We're not at "Minority Report" quite yet, but the latest Leap Motion upgrade and its new Freeform software have brought us one step closer to the dream of next-gen computing.

The new software upgrade to Leap Motion, which will be pushed to all devices in the coming months, makes the device's tracking even more precise to allow for unprecedented movement.

Leap Motion, makers of the matchbox-sized motion tracker that launched back in July, has gone even further in its efforts to make interacting with computers in open space as accurate and powerful as possible. An upcoming software upgrade announced Wednesday will allow any Leap Motion device to perform far more precise tracking by viewing one's hand as a whole object without needing to see its every move, allowing for new and more accurate forms of interaction.

The upgrade, which has been in the works for about a year and marks the first substantial overhaul to the device's software, is going out to all 85,000 developers in Leap's open-source community shortly and making its way to all Leap devices in the coming months, said CEO Michael Buckwald. "It takes the incredible tracking in our current generation of Leap and takes it the next level by being able to track things even when the device can't see them," he said.

"The way our tracking works now is what you see is what you get," said CTO David Holz. The upgrade, Holz explained, will let Leap track the hand as a general object now, allowing for actions like pinching, crossing fingers, moving one hand over another, and hand-to-hand interactions like brushing and tapping fingers on one another.

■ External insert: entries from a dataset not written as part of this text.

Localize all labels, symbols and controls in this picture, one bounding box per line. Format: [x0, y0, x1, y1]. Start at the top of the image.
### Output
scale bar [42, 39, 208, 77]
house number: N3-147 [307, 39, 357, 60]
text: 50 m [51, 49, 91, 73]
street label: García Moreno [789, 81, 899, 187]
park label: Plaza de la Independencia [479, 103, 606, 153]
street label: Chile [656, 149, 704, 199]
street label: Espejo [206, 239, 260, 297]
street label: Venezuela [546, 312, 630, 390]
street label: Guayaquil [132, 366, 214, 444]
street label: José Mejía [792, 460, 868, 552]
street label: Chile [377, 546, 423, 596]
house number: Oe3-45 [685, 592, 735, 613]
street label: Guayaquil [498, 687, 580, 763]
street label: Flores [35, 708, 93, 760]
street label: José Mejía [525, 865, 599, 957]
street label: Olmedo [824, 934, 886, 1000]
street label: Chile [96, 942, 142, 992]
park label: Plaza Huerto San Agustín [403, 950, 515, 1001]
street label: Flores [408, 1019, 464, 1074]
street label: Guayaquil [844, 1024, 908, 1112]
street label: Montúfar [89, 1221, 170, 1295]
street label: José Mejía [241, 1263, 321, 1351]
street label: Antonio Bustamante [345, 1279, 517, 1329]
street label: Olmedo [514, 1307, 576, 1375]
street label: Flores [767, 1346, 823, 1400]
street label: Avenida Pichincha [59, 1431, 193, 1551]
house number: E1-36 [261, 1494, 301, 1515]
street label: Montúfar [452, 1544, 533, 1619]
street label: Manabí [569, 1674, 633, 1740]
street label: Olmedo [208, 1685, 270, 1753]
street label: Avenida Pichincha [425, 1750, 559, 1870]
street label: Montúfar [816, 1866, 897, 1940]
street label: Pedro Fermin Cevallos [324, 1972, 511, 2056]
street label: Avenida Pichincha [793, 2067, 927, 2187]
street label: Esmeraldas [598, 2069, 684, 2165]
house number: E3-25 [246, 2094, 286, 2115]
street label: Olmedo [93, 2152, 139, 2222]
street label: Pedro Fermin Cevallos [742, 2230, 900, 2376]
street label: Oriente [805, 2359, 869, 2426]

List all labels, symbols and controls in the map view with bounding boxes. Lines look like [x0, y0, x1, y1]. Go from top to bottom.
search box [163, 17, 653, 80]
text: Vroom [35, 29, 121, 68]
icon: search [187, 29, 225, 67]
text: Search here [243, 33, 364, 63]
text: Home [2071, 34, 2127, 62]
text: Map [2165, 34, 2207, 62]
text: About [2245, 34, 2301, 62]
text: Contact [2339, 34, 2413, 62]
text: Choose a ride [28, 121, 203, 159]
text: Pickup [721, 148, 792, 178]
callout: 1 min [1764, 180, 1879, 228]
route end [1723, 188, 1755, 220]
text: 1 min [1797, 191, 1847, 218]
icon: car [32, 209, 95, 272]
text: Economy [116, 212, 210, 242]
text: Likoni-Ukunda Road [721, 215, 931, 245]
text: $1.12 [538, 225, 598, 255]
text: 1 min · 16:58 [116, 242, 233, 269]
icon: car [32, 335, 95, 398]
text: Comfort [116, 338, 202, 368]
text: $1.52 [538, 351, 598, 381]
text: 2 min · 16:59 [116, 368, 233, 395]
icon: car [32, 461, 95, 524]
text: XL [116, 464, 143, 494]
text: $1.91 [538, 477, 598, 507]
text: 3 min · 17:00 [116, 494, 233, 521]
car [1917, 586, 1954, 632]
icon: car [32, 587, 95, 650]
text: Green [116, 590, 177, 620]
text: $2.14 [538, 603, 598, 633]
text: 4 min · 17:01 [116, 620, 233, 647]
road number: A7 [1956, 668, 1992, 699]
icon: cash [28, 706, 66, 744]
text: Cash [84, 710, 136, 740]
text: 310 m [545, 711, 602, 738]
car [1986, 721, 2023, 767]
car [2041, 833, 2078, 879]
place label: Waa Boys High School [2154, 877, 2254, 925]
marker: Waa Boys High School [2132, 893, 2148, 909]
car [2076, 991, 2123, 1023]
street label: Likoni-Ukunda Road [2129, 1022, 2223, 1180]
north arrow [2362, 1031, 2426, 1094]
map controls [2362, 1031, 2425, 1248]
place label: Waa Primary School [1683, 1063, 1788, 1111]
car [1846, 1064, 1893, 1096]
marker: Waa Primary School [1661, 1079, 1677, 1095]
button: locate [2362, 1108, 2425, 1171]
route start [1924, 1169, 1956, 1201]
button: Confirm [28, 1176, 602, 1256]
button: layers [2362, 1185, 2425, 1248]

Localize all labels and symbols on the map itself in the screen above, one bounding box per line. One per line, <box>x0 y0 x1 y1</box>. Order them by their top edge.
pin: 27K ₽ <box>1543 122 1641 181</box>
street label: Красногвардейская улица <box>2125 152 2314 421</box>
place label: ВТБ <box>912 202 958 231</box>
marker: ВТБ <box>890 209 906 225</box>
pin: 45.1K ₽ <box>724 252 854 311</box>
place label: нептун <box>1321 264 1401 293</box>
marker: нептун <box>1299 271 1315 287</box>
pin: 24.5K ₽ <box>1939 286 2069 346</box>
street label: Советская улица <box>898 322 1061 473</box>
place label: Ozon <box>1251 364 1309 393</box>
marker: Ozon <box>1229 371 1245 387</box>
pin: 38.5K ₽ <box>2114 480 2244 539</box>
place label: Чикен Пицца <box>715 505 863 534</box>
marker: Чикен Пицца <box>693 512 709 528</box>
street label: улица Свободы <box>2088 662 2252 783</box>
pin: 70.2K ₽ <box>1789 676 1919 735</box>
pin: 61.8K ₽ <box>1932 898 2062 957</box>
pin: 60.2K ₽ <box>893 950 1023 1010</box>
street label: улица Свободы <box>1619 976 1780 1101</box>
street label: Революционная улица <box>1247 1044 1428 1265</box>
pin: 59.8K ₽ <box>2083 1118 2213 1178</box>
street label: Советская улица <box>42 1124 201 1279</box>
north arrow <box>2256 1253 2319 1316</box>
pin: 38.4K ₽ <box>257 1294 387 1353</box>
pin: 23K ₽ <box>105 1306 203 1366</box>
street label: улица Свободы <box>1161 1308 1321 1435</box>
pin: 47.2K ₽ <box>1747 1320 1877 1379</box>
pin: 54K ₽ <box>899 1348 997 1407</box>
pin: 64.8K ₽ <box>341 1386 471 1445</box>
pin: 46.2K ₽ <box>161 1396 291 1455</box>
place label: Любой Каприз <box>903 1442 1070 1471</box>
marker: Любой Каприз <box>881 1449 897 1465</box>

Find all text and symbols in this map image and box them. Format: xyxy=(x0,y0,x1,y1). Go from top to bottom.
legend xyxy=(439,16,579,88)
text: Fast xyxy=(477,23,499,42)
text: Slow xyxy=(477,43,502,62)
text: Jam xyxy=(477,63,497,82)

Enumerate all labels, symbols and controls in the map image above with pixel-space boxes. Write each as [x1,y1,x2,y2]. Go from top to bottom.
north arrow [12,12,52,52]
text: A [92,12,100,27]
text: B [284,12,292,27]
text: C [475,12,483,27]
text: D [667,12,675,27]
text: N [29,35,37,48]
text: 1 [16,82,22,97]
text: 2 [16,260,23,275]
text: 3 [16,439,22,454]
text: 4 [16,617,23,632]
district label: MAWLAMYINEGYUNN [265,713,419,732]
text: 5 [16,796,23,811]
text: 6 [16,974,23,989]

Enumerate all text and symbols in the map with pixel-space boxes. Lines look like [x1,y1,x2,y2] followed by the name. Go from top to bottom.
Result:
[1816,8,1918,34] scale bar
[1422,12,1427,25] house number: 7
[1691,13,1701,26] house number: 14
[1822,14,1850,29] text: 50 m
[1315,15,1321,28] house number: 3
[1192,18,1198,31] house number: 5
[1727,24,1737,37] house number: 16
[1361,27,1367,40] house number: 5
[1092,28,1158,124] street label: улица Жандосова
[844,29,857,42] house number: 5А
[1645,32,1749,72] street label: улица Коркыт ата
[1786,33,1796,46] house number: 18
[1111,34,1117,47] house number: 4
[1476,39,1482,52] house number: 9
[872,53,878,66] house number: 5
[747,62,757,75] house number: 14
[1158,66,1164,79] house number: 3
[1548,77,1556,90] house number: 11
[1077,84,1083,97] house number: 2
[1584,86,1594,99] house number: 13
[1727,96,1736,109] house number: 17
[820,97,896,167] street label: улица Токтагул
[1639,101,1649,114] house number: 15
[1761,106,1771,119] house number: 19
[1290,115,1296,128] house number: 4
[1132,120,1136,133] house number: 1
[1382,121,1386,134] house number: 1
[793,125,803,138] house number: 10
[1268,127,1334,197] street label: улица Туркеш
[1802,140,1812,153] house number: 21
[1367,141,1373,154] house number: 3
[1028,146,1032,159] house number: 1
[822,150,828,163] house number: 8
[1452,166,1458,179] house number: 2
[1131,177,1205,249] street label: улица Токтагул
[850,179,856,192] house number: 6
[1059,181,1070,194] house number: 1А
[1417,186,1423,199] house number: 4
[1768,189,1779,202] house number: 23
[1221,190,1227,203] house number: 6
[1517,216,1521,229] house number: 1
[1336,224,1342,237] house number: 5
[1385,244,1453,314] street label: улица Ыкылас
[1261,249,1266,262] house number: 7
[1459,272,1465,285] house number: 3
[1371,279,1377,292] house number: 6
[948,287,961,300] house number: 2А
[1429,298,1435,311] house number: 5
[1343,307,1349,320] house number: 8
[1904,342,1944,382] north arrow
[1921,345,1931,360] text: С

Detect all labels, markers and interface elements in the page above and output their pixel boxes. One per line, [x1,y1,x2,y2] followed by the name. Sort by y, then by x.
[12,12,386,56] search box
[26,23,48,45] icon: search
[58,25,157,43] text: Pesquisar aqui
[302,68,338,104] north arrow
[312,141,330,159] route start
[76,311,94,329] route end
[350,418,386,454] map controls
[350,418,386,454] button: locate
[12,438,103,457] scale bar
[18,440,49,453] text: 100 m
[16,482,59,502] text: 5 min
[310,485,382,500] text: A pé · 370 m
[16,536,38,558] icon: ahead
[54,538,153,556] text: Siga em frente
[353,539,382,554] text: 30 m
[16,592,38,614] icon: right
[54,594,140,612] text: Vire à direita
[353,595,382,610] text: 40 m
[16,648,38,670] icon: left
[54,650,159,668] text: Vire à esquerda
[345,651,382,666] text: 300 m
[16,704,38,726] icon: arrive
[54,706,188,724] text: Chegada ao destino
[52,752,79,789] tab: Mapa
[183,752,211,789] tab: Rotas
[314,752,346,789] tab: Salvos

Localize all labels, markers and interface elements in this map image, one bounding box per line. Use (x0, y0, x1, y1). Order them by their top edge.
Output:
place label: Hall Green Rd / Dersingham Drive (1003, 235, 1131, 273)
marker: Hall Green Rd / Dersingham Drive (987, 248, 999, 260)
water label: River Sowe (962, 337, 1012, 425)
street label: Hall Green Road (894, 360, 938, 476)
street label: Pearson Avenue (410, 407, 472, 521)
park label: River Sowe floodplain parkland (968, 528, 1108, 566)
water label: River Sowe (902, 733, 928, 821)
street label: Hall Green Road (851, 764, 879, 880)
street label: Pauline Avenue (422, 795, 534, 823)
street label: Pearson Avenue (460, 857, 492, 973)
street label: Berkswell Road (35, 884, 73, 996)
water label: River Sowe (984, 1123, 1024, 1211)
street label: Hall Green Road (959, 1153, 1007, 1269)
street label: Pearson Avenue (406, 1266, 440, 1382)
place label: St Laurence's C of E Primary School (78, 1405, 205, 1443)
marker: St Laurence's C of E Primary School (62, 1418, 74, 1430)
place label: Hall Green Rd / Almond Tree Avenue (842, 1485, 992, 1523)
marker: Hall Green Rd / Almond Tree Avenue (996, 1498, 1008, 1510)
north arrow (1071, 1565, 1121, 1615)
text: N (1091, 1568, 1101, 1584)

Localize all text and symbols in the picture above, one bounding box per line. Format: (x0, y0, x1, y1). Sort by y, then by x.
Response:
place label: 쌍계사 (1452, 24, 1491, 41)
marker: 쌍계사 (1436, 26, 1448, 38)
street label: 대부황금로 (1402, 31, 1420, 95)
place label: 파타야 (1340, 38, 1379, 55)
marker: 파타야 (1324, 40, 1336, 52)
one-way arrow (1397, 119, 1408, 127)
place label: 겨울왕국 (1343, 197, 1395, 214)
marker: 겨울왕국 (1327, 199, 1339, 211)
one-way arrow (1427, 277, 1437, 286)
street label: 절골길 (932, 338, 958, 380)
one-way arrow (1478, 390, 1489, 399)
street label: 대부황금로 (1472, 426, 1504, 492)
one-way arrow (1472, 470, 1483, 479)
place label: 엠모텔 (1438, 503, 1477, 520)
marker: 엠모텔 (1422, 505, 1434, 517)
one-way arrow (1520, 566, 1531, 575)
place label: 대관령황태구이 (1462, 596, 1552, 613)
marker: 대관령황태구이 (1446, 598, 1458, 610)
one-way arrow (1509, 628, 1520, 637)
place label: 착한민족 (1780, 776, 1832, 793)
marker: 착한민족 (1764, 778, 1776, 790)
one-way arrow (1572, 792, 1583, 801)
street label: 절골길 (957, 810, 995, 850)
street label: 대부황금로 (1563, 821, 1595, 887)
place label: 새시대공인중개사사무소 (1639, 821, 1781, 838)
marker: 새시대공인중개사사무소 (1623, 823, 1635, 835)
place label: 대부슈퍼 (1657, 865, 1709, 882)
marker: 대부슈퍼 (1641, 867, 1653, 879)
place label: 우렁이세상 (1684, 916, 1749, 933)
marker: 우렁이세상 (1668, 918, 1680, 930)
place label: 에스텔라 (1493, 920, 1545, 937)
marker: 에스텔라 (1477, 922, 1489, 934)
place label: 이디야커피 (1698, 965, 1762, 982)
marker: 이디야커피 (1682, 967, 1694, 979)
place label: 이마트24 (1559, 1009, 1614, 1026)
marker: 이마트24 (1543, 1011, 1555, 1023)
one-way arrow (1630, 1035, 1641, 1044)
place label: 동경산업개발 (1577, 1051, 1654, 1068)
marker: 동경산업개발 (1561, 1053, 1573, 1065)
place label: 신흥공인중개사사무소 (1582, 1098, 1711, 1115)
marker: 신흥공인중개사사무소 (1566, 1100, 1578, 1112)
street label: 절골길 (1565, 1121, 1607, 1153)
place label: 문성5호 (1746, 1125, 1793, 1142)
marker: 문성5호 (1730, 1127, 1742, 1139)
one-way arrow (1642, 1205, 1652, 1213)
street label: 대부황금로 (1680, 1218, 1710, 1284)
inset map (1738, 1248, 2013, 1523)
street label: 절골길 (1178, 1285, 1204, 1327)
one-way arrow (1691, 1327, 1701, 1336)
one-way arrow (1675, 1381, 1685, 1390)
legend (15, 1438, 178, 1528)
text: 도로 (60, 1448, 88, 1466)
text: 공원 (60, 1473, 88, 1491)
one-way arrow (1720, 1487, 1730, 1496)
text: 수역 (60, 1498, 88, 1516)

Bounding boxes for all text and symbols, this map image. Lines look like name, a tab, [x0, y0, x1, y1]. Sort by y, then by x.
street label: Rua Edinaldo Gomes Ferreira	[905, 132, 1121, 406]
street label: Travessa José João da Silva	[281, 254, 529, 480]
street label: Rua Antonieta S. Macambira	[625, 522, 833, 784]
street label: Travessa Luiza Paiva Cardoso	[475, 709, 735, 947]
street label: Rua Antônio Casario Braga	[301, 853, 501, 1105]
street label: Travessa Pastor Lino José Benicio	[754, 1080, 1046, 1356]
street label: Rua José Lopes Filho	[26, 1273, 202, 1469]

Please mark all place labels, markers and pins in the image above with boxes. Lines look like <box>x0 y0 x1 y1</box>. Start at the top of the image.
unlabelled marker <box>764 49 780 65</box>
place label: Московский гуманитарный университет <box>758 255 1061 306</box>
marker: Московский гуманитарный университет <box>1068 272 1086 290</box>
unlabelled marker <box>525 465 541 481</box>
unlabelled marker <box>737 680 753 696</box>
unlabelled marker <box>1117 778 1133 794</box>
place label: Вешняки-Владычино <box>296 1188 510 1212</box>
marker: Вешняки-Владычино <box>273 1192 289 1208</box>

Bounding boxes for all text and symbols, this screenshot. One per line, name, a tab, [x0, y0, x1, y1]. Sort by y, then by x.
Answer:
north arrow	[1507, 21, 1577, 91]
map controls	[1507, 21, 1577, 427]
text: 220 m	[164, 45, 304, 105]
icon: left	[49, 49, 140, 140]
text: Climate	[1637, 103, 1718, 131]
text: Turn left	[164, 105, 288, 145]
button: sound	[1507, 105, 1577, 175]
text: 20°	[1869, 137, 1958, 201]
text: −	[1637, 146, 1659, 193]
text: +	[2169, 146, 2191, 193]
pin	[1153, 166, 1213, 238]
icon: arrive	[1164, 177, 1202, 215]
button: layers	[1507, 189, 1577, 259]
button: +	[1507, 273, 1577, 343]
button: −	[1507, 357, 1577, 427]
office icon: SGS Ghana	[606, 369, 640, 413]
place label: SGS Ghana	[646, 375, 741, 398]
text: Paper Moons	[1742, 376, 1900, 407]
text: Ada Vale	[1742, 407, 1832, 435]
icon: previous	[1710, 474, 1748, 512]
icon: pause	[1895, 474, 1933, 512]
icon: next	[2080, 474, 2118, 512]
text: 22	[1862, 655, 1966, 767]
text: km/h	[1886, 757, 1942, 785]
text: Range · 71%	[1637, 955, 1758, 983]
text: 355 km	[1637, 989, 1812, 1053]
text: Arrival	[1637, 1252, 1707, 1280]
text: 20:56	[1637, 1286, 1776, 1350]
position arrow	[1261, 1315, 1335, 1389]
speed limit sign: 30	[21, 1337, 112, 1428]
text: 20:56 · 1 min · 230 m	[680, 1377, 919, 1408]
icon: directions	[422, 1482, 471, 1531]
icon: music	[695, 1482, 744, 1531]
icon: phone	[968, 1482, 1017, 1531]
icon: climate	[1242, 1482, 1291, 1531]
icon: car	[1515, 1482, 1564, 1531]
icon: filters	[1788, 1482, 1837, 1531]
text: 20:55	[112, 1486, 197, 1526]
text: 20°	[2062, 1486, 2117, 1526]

While those more precise movements sound arbitrary on the surface, the added accuracy to the Leap Motion tracking opens up an entirely new level of depth to hand movement that developers can utilize for new inputs or increased functionality.

"This makes it easier for developers to build even better physical experiences. It's about bringing everything closer to that original vision: how to bring the incredible power of hands and fingers to computers and make that interface disappear into the background," Buckwald added. "It's about making it as close to reality as possible."

"A lot of these improvements are important, but you don't necessarily notice them until you're used to the first," Holz said, noting how consumers are now conditioned to smartphone upgrades. "Otherwise they would never release a new phone. They would just wait until they had one that was infinitely fast."

And much in the same vein, Buckwald said, of Elon Musk's demo of spacecraft part building with Leap Motion in August, the company is also releasing for free a creation software tool called Freeform that allows users to experiment with geometric creation and manipulation. Like playing with clay on a pottery wheel, the app lets users distort any number of premade objects -- as well as import their own -- with a slew of tools and variables like object material to create digital sculptures and even 3D-printable objects.

"There are already apps for the very high end, like the SpaceX video using Siemens software with a Leap," Buckwald said. Freeform is intended to be somewhere between those professional-grade applications and one's that everyday consumers will find accessible.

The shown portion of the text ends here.